(Problem requirements) An exact transcription of all the data is required, with every image removed.

Stored data:
[Start of section]

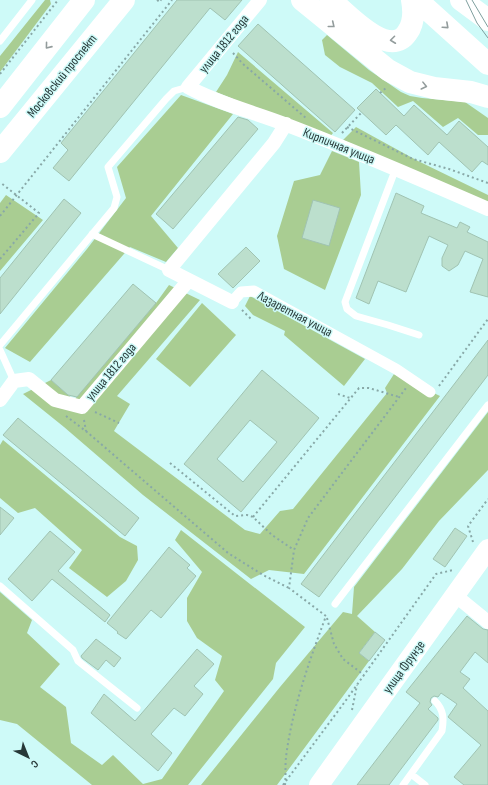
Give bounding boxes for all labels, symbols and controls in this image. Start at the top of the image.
street label: улица 1812 года [196,12,252,76]
one-way arrow [328,20,335,27]
one-way arrow [441,21,449,29]
street label: Московский проспект [24,31,100,121]
one-way arrow [389,35,396,44]
one-way arrow [46,42,53,49]
one-way arrow [420,81,427,89]
street label: Кирпичная улица [301,124,377,168]
street label: Лазаретная улица [254,287,335,340]
street label: улица 1812 года [82,340,140,404]
street label: улица Фрунзе [380,637,428,697]
north arrow [8,737,48,777]
text: С [28,757,41,771]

[End of section]

(Your solution)
Give bounding boxes for all labels, symbols and controls in this image. Start at the top of the image.
street label: улица 1812 года [196,12,252,76]
one-way arrow [328,20,335,27]
one-way arrow [441,21,449,29]
street label: Московский проспект [24,31,100,121]
one-way arrow [389,35,396,44]
one-way arrow [46,42,53,49]
one-way arrow [420,81,427,89]
street label: Кирпичная улица [301,124,377,168]
street label: Лазаретная улица [254,287,335,340]
street label: улица 1812 года [82,340,140,404]
street label: улица Фрунзе [380,637,428,697]
north arrow [8,737,48,777]
text: С [28,757,41,771]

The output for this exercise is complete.